According to Montek S. Ahluwalia “these were first opened for private investment and private investors were expected to produce electricity for sale to the State Electricity Boards”. Private investors insisted on guaranteed purchase of electricity by state government with additional guarantees from the central government.These attracted criticisms.

The State Electricity Board was financially very weak and electricity tariffs were tool low as well. Because of these difficulties these reforms could not achieved what was targeted and the quality of power remained poor. Railways another important part of the infrastructure reform and important mean of transportation but this was untouched by the reforms. Therefore this sector suffered from “financial constraints and political determined fare structure”.

However the results for telecommunication reforms were much better and caused success in information technology for India (Study pack, Economic reforms in India since 1991, p. 336 & Jagdish Bhagwati 1993, chapter 2, p. 61).Financial sector reforms produced some positive outcomes.

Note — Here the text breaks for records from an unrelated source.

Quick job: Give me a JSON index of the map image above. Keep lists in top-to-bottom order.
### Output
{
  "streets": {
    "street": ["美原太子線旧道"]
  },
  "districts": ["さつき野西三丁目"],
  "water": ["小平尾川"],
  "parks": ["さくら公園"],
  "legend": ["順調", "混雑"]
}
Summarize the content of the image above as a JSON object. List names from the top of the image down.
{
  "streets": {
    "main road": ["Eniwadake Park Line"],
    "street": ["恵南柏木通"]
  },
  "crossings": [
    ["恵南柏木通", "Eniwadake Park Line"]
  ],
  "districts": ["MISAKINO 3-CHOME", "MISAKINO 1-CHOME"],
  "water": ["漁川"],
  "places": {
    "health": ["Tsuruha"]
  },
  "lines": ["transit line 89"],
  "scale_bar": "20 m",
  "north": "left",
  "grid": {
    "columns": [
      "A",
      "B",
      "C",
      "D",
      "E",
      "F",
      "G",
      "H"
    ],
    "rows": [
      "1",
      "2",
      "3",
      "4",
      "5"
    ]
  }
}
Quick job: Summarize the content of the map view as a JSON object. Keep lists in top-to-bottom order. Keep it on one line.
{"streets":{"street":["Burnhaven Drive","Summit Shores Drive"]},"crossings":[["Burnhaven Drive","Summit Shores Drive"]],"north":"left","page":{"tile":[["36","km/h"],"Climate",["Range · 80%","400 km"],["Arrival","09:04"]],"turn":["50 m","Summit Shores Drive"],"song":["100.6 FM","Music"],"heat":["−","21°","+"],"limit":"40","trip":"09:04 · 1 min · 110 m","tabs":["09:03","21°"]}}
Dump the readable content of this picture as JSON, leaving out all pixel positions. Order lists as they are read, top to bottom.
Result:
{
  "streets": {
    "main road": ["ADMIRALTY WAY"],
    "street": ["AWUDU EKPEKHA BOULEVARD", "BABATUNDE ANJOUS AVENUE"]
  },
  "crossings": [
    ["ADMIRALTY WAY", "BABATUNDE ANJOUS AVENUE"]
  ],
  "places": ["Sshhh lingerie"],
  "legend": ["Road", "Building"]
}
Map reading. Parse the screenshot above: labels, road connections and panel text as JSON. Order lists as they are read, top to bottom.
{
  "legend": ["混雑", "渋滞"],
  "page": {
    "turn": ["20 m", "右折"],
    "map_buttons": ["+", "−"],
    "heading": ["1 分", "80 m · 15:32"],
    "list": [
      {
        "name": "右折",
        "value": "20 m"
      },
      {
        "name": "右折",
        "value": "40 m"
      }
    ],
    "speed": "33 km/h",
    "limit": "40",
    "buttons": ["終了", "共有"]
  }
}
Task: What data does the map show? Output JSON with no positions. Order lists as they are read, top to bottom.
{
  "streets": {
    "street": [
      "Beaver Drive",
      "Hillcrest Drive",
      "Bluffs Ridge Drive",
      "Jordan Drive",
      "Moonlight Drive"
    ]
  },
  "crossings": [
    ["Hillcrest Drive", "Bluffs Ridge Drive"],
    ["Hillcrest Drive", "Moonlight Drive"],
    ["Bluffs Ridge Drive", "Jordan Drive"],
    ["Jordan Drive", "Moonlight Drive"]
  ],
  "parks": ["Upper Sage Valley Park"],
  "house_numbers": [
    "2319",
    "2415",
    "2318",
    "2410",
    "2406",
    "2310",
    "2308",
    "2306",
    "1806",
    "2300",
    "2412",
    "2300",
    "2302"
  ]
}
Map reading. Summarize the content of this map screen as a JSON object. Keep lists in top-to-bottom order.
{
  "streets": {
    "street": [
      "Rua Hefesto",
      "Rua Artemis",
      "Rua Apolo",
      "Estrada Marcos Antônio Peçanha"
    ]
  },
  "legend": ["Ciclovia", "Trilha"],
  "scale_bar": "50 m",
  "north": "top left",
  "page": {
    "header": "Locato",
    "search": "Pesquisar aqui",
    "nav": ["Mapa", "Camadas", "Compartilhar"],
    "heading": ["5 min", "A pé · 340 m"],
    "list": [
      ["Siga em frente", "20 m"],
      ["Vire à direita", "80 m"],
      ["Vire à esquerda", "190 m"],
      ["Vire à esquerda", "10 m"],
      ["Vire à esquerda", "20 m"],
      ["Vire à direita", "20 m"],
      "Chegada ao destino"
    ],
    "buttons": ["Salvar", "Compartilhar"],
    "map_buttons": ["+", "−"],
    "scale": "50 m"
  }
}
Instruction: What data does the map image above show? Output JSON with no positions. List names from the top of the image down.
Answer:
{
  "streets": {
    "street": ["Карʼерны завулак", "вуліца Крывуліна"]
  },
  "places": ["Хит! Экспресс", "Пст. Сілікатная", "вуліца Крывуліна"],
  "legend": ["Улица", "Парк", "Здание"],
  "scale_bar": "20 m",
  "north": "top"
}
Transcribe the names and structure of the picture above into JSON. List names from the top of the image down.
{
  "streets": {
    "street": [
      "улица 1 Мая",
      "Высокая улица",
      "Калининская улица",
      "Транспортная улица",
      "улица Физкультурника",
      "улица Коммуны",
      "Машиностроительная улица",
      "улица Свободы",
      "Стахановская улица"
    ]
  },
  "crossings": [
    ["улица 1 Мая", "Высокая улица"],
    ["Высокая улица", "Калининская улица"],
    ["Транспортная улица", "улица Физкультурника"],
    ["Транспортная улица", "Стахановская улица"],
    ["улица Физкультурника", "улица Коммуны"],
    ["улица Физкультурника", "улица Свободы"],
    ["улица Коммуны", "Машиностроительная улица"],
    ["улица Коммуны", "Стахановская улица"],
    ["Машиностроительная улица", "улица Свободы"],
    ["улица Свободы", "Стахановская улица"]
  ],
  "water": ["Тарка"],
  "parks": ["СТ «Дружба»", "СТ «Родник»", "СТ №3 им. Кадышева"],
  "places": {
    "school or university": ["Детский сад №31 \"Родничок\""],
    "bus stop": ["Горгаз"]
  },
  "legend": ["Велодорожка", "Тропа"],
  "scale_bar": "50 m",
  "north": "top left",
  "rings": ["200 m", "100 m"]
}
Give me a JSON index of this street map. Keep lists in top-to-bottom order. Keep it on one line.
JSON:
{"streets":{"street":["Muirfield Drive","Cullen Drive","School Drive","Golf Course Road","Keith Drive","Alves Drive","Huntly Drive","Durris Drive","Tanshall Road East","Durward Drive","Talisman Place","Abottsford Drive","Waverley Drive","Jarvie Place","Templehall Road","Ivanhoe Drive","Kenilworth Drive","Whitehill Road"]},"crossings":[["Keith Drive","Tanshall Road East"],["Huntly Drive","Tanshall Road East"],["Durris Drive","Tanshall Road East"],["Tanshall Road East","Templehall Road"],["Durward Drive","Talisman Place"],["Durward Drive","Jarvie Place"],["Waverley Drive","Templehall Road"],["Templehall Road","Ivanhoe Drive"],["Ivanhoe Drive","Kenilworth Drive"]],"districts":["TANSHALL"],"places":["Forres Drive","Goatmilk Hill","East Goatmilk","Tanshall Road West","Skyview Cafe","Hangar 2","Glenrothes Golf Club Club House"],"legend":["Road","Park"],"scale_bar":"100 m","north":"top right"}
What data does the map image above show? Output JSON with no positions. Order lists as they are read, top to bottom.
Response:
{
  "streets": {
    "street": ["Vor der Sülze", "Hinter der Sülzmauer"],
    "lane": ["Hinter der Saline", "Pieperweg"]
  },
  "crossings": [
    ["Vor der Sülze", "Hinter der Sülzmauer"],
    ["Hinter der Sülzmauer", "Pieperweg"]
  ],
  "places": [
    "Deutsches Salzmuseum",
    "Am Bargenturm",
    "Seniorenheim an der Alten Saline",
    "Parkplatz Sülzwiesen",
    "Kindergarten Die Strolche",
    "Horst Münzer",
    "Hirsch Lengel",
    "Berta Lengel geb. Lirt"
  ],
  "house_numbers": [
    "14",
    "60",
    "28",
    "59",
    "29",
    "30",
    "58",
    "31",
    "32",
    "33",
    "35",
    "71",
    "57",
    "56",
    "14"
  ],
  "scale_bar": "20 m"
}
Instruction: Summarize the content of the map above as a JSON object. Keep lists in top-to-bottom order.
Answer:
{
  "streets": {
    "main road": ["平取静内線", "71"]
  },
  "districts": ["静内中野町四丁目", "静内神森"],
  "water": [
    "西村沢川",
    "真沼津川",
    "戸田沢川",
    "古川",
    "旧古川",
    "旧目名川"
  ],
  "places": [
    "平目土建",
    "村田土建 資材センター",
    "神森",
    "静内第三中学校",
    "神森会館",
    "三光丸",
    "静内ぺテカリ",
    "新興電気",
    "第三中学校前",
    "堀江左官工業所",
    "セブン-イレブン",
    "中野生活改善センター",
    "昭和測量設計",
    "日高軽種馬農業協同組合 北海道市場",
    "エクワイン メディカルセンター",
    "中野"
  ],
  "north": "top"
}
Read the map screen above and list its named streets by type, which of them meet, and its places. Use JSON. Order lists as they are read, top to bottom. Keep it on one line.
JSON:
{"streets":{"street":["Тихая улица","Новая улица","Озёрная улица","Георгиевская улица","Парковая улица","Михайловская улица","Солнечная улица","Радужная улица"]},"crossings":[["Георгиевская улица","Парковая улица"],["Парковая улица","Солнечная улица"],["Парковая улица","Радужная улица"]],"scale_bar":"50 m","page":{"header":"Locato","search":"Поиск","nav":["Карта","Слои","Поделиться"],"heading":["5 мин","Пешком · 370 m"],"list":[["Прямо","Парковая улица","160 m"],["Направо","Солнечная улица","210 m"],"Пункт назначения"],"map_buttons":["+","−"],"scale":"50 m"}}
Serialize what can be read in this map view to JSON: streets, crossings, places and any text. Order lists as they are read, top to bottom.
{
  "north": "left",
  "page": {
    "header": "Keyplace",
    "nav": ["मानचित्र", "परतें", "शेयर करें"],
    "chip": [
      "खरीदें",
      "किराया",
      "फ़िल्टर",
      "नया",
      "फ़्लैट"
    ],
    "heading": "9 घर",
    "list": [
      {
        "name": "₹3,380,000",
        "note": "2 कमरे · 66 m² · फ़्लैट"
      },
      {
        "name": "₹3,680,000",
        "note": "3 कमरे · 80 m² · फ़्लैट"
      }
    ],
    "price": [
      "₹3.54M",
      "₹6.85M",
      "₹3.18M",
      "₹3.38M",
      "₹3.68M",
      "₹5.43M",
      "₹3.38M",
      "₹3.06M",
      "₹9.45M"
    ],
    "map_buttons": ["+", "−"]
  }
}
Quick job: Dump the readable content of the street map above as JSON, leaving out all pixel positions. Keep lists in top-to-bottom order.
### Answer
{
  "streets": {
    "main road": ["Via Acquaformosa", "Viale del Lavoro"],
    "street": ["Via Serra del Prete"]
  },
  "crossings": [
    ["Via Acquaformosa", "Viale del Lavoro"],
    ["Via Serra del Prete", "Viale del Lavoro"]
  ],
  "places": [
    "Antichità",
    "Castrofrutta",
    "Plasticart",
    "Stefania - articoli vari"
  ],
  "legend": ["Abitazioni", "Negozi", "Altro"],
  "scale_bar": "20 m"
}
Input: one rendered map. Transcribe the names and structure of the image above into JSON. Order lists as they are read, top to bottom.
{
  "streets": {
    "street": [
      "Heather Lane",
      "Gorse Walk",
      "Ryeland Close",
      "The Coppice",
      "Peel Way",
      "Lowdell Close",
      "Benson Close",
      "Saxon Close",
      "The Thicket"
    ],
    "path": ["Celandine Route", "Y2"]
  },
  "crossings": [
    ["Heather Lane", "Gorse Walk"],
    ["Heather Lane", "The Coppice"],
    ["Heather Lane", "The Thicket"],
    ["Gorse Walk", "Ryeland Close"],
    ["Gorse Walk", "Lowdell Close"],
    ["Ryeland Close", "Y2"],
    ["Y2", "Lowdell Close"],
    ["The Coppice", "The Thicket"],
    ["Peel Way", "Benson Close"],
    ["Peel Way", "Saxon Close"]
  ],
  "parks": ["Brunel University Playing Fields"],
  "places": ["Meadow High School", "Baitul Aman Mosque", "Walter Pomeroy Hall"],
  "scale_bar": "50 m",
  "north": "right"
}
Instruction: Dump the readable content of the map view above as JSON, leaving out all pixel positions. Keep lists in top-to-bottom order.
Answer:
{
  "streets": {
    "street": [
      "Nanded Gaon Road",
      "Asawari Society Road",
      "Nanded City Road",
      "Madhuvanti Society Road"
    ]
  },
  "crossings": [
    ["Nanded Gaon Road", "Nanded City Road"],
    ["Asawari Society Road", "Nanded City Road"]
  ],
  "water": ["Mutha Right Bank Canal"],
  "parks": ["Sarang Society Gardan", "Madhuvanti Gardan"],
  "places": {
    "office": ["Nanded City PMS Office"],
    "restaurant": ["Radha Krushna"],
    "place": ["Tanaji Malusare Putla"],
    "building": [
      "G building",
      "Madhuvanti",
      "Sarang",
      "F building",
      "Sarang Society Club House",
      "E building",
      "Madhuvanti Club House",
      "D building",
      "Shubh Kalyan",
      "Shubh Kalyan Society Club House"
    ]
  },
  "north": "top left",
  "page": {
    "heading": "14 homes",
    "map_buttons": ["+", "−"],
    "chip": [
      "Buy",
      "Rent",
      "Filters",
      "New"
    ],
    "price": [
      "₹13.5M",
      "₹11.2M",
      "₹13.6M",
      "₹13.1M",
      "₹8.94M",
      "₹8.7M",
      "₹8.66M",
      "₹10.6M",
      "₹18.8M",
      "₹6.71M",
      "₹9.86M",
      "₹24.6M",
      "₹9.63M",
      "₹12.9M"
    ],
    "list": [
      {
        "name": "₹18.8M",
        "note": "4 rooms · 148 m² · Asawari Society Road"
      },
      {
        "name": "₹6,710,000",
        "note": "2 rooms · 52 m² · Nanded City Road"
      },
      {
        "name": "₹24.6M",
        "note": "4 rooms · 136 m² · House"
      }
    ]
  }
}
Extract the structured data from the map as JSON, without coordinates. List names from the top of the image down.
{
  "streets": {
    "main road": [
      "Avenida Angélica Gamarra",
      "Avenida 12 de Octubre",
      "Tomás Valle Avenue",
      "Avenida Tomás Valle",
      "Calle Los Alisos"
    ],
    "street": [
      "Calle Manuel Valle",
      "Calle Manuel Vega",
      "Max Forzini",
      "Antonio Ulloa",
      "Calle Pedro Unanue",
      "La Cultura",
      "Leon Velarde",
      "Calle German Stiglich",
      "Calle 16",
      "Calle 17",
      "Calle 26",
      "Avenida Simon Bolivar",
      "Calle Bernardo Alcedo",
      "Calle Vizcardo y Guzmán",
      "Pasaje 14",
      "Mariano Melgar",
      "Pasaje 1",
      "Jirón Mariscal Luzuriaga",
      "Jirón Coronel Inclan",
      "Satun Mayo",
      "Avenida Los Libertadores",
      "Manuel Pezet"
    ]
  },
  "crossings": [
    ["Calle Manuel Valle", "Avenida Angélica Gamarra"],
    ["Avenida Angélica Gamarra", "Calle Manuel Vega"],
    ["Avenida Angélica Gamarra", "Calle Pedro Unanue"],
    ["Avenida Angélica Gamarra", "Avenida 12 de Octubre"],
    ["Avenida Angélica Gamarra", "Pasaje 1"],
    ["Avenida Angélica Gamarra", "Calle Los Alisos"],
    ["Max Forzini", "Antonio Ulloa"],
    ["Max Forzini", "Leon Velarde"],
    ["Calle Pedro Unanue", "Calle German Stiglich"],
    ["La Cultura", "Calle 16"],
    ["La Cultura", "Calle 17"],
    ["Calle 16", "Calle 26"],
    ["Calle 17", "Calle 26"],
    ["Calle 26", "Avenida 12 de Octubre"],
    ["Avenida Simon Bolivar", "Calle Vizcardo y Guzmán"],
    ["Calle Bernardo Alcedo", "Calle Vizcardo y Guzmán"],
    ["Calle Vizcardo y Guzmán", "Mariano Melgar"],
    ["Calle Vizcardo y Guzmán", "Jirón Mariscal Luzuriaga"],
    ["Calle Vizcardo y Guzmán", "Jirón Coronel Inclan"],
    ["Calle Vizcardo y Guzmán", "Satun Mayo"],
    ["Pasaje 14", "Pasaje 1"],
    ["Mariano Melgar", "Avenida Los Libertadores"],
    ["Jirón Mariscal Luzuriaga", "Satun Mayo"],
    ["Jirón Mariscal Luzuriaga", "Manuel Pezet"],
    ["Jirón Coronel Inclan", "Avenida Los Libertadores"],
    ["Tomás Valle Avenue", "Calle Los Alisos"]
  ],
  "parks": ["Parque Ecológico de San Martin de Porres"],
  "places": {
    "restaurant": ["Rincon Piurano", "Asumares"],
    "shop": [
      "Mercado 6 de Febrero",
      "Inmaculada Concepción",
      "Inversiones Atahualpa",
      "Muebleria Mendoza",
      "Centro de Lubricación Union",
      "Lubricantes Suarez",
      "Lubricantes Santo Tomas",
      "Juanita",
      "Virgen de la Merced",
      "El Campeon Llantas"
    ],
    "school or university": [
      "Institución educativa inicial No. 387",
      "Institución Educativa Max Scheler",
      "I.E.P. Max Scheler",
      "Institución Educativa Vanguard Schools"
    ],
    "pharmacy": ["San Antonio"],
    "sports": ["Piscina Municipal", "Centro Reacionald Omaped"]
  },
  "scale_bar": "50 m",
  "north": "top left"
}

Reforms in this sector were expected to increase efficiency of the public sector banks and it did succeed. Reforms of the withdrawal of special privilege also removed the distortion of capital market. However the benefits of other reforms such as for insurance sector reform are still to come and will become evident over time (Study pack, Economic reforms in India since 1991, p. 337).

Reform in privatisation sector was a prominent component of economic reform but it had very less success. According to Montek S. Ahluwalia “disinvestment receipts were consistently below the budget expectation, average realistaion in first five years was less than 0.

25 percent of GDP compared with an average of 1.7 percent in 17 countries”. Therefore government realised that a great deal of preliminary work is required before privatisation can be successfully implemented (Study pack, Economic reform in India since 1991, p. 338).Finally the development in social sector was worth noting as it continued to improve during the reforms. The literacy rate increased from 52% in1991 to 65% in 2001, and this increase has been high in low literacy states such as Bihar, Madhya Pradesh and Uttar Pradesh (Study pack, Economic reforms in India since 1991, p.

339).Conclusion:Undoubtedly prior to reforms India was at a critical turning point. The reforms were put into place mainly in the microeconomic framework, requiring the structural reforms that would free the economy and improve its functioning. Those reforms that worked did improve the efficiency of the system however some of them such as failure of fiscal front and privatisation needs to be reviewed.

And some were put into to place only recently therefore their benefits for them are still to be felt. After revision once these reforms are put into to place it is possible for India to exceed well beyond 6 percent growth rate per year and achieve the government’s target of 8 percent growth rate per year.